Отец так и катался по земле, его не могли удержать и несколько человек. Он отчаянно тёр глаза, от его горестных воплей волосы дыбом вставали. Подручные брата потихоньку улизнули, осталась лишь четвёрка братьев Сунь, верные прихвостни, составлявшие его охрану. Мать с Хуан Туном пытались держать отца каждый за руку, чтобы он не тёр глаза, но он был слишком силён, и руки всякий раз выскальзывали, как два больших, покрытых слизью сома.
– Эх, Цзиньлун, скотина ты бессовестная, – ругалась мать, задыхаясь от усилий. – Он хоть и не родной, но вырастил тебя, как ты мог так злодейски обойтись с ним… – Тут, как избавитель с девятых небес, во двор ворвалась сестра. – Лань Лянь, успокойся, Баофэн пришла. Баофэн, спаси отца, не дай ему ослепнуть. Он хоть и упрямец, но человек неплохой и к вам с братом относился по‑доброму…
Ещё не совсем стемнело, но красные пятна во дворе и лицо отца сделались тёмно‑зелёными. В воздухе висел запах краски. Сестре никак было не отдышаться:
– Воды, быстро! – Мать побежала в дом и вернулась с черпаком воды. – Но этого же мало! Ещё давайте, и чем больше, тем лучше! – И, взяв черпак, нацелилась отцу в лицо. – Отец, зажмурься! – скомандовала она, хотя глаза и так были зажмурены: даже захочешь разлепить – не получится. И выплеснула весь черпак ему на лицо. – Воды! Воды! Воды! – Она уже не кричала, а хрипло рычала, как волчица.
Я немало перепугался, заслышав такие звуки от моей мягкой и доброй сестры. Из дома вышла мать с ведром и, спотыкаясь, заторопилась к нам.
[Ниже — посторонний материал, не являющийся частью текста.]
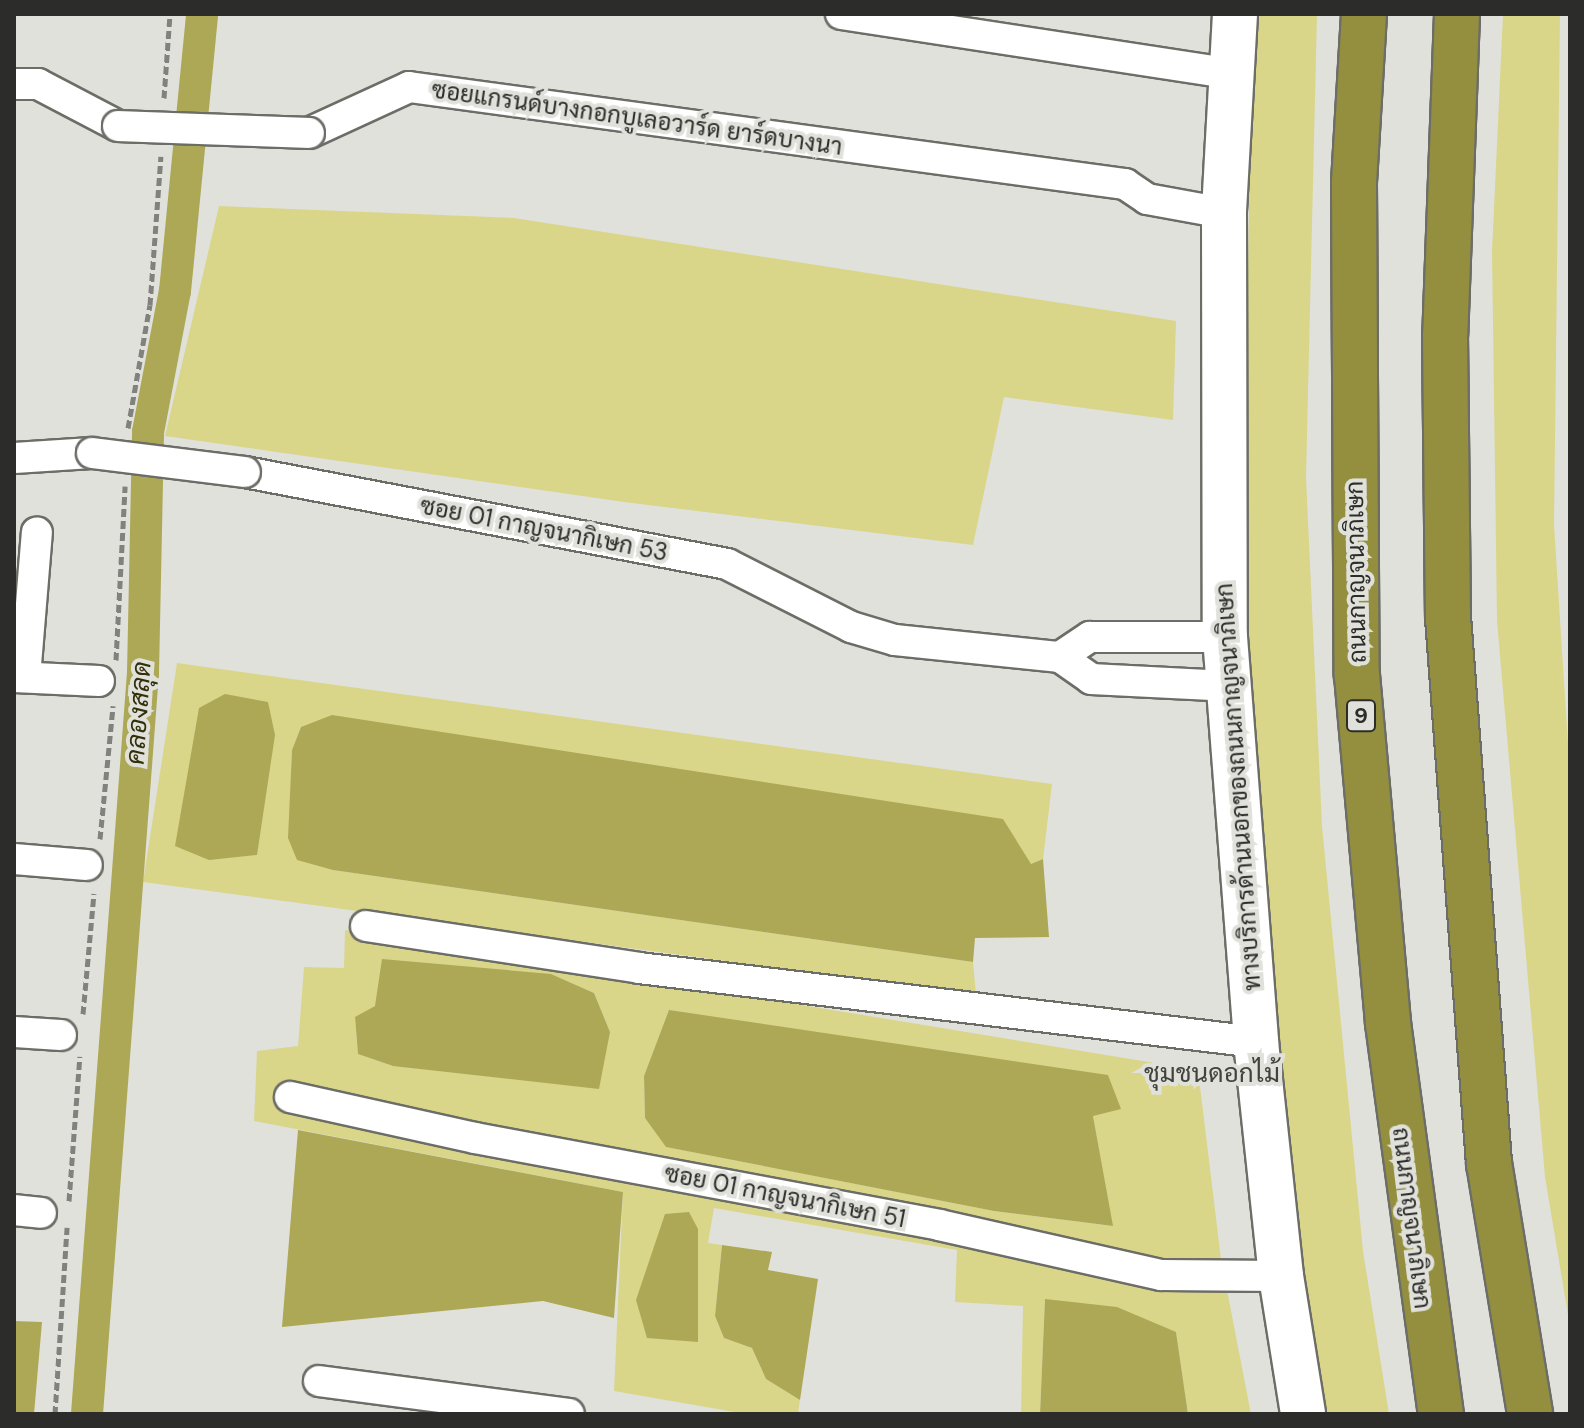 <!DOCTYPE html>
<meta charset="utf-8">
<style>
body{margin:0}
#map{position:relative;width:1584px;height:1428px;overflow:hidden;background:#e1e1db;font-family:"DM Sans",Sarabun,sans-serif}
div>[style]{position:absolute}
.green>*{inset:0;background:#d9d68a}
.water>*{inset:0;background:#ada856}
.canal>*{height:32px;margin:-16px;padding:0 16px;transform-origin:16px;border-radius:16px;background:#ada856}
.path>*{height:5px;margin-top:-2.5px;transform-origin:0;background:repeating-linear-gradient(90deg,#81817d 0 8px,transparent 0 12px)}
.roads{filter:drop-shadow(2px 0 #6d6d68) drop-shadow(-2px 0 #6d6d68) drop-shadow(0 2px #6d6d68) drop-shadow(0 -2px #6d6d68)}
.street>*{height:30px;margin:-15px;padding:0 15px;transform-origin:15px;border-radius:15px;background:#fff}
.secondary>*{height:44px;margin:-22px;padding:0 22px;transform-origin:22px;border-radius:22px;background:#fff}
.highway>*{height:44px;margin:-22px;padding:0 22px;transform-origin:22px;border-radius:22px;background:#948f3f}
.bridges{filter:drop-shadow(2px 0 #6d6d68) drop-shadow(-2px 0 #6d6d68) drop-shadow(0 2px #6d6d68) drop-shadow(0 -2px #6d6d68)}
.street-bridge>*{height:30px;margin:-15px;padding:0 15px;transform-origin:15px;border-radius:15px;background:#fff}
span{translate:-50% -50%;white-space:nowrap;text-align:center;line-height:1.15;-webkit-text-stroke:8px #e1e1db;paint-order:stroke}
.shield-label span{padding:2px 6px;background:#e1e1db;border:2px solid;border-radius:6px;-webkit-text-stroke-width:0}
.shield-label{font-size:22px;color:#2c2c2a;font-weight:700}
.street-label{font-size:24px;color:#2c2c2a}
.water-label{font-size:26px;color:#32300b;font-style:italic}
.neighbourhood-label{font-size:26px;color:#43433e}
.frame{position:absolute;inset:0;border:16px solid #2c2c2a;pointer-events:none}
</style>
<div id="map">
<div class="green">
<div style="clip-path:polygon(1252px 14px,1317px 14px,1306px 477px,1322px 826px,1363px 1251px,1389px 1414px,1326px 1414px,1299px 1267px,1253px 788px,1245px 466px)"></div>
<div style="clip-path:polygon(1503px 14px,1560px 14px,1554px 525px,1570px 775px,1570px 1327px,1545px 1177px,1497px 621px,1492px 251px)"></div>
<div style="clip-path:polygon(219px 206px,514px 218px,1176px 321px,1173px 420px,1004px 397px,973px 545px,624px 502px,165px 436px)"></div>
<div style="clip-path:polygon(177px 663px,1052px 784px,1043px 859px,1031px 864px,301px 727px,292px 750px,289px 838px,333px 870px,973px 962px,976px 995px,143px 882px)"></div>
<div style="clip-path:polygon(evenodd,345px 930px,1198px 1070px,1221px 1259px,1251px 1414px,1188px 1414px,1176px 1332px,1045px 1300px,1040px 1414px,1021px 1414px,1023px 1306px,955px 1302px,957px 1250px,714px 1208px,708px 1243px,722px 1245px,715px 1316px,724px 1338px,752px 1348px,766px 1379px,800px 1400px,798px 1414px,746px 1414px,614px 1391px,623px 1192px,254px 1121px,257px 1051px,298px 1046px,304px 967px,344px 968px,345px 930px,551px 974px,594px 993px,610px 1032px,393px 1066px,358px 1054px,355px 1018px,375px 1006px,551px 974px,345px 930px,669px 1011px,1093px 1116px,1112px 1226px,994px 1211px,667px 1147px,645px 1118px,644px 1076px,669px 1011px)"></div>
</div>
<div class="water">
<div style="clip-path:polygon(225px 694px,268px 702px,275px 735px,257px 855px,209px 860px,175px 846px,199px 708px)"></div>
<div style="clip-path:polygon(332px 715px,1003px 819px,1031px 864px,1043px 859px,1049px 937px,975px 938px,973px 962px,333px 870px,297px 860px,288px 838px,292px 750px,301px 727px)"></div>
<div style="clip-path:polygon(382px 959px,551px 974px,594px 993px,610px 1032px,599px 1089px,393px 1066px,358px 1054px,355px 1017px,375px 1006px)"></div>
<div style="clip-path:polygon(669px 1010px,1108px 1075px,1121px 1109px,1093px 1116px,1113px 1226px,994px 1211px,666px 1147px,645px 1118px,644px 1076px)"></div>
<div style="clip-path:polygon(298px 1130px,623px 1192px,614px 1318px,543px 1301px,282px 1327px)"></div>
<div style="clip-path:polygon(689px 1212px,698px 1229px,698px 1342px,647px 1338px,636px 1300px,665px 1214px)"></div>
<div style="clip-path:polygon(722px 1245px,772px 1252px,768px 1270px,818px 1279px,800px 1400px,766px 1379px,752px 1348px,724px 1338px,715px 1316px)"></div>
<div style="clip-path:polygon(1045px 1299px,1117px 1307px,1176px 1332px,1188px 1414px,1040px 1414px)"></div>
<div style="clip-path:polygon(14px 1321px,42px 1322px,34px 1414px,14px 1414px)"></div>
</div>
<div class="canal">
<div style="left:87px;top:1414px;width:743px;rotate:-85.68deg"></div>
<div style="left:143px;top:673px;width:241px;rotate:-88.8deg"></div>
<div style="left:148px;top:432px;width:144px;rotate:-79.2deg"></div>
<div style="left:175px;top:291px;width:278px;rotate:-84.4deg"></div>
</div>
<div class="path">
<div style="left:164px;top:98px;width:84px;rotate:-85.9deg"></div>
<div style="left:128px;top:428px;width:125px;rotate:-79.9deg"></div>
<div style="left:150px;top:305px;width:149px;rotate:-85.8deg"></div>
<div style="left:116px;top:660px;width:174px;rotate:-87deg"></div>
<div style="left:100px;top:839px;width:134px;rotate:-84.4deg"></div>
<div style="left:83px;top:1014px;width:121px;rotate:-84.8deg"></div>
<div style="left:69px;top:1201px;width:145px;rotate:-85.7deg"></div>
<div style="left:55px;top:1414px;width:187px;rotate:-86.3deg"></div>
</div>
<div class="roads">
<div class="street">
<div style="left:841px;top:14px;width:395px;rotate:8.7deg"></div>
<div style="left:14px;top:84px;width:24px"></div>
<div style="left:38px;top:84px;width:90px;rotate:27.7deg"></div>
<div style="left:309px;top:133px;width:110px;rotate:-24.7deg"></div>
<div style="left:409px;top:87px;width:723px;rotate:7.72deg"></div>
<div style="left:1125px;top:184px;width:27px;rotate:34deg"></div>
<div style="left:1147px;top:199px;width:78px;rotate:10.3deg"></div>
<div style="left:14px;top:458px;width:78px;rotate:-3.7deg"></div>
<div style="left:245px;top:472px;width:491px;rotate:10.8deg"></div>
<div style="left:727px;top:564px;width:139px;rotate:26.9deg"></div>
<div style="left:851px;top:627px;width:46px;rotate:16.5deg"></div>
<div style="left:895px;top:640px;width:166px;rotate:5.9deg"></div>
<div style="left:1060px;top:657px;width:38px;rotate:35deg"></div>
<div style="left:1091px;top:679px;width:136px;rotate:2.9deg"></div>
<div style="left:1060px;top:657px;width:36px;rotate:-34deg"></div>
<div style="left:1090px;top:637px;width:135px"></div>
<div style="left:14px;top:677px;width:85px;rotate:2.7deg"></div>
<div style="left:25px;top:677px;width:145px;rotate:-85.3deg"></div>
<div style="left:14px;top:859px;width:73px;rotate:4.7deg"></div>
<div style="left:366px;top:926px;width:276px;rotate:8.7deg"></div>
<div style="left:639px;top:968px;width:621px;rotate:6.84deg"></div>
<div style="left:14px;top:1032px;width:47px;rotate:3.7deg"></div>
<div style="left:290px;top:1097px;width:189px;rotate:12.5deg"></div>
<div style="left:475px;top:1138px;width:472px;rotate:10.6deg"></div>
<div style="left:939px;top:1225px;width:228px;rotate:12.7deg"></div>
<div style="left:1161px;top:1275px;width:120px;rotate:0.5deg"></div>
<div style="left:14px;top:1210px;width:27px;rotate:6deg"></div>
<div style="left:319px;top:1381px;width:252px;rotate:7.5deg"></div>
</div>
<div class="secondary">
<div style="left:1235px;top:14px;width:199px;rotate:93.2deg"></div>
<div style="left:1224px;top:213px;width:424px;rotate:89.9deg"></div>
<div style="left:1225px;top:637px;width:406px;rotate:85.6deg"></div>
<div style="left:1256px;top:1042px;width:235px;rotate:83.9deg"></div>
<div style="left:1281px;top:1276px;width:140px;rotate:80.9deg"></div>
</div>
<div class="highway">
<div style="left:1364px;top:14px;width:169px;rotate:93.4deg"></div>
<div style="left:1354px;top:183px;width:492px;rotate:89.7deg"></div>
<div style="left:1357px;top:675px;width:349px;rotate:84.9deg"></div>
<div style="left:1388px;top:1023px;width:395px;rotate:82.3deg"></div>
<div style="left:1457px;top:14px;width:321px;rotate:92.1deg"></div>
<div style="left:1445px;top:335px;width:282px;rotate:89.4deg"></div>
<div style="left:1448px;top:617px;width:548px;rotate:85.71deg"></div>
<div style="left:1489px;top:1163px;width:254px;rotate:80.7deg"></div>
</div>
</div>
<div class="bridges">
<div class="street-bridge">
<div style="left:118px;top:126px;width:191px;rotate:2.1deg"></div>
<div style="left:92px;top:453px;width:154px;rotate:7.1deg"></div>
</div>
</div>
<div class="shield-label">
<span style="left:1361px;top:716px">9</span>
</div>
<div class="street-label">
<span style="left:637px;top:118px;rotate:8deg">ซอยแกรนด์บางกอกบูเลอวาร์ด ยาร์ดบางนา</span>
<span style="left:544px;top:529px;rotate:11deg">ซอย 01 กาญจนากิเษก 53</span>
<span style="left:1356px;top:572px;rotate:-91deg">ถนนกาญจนาภิเษก</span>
<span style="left:1238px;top:787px;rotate:-94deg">ทางบริการด้านนอกของถนนกาญจนาภิเษก</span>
<span style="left:785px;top:1196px;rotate:11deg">ซอย 01 กาญจนากิเษก 51</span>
<span style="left:1412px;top:1218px;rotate:83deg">ถนนกาญจนาภิเษก</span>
</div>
<div class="water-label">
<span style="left:139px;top:713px;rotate:-86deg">คลองสลุด</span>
</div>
<div class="neighbourhood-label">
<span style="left:1212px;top:1074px">ชุมชนดอกไม้</span>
</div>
<div class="frame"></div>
</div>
Даже жена Хуан Туна Цюсян, женщина, которая только и надеялась, чтобы в поднебесной воцарился беспорядок и всех вокруг свалил какой‑нибудь недуг, и то показалась из своего дома с ведром воды. Опустилась темнота, звучали команды сестры: «Лейте ему на лицо!» И вода, черпак за черпаком, падала на лицо отца со звонким плеском. «Лампу несите!» – последовал приказ. Мать побежала домой, вернувшись с маленькой керосиновой лампой. Она шла осторожно, прикрывая колеблющийся огонёк рукой. Но налетел порыв ветра, и лампа погасла. Мать потеряла равновесие и растянулась на земле. Должно быть, вылетевшая из рук лампа упала довольно далеко: запах керосина донёсся аж от угла стены.
– Зажгите газовую, – негромко скомандовал Цзиньлун своим прихвостням.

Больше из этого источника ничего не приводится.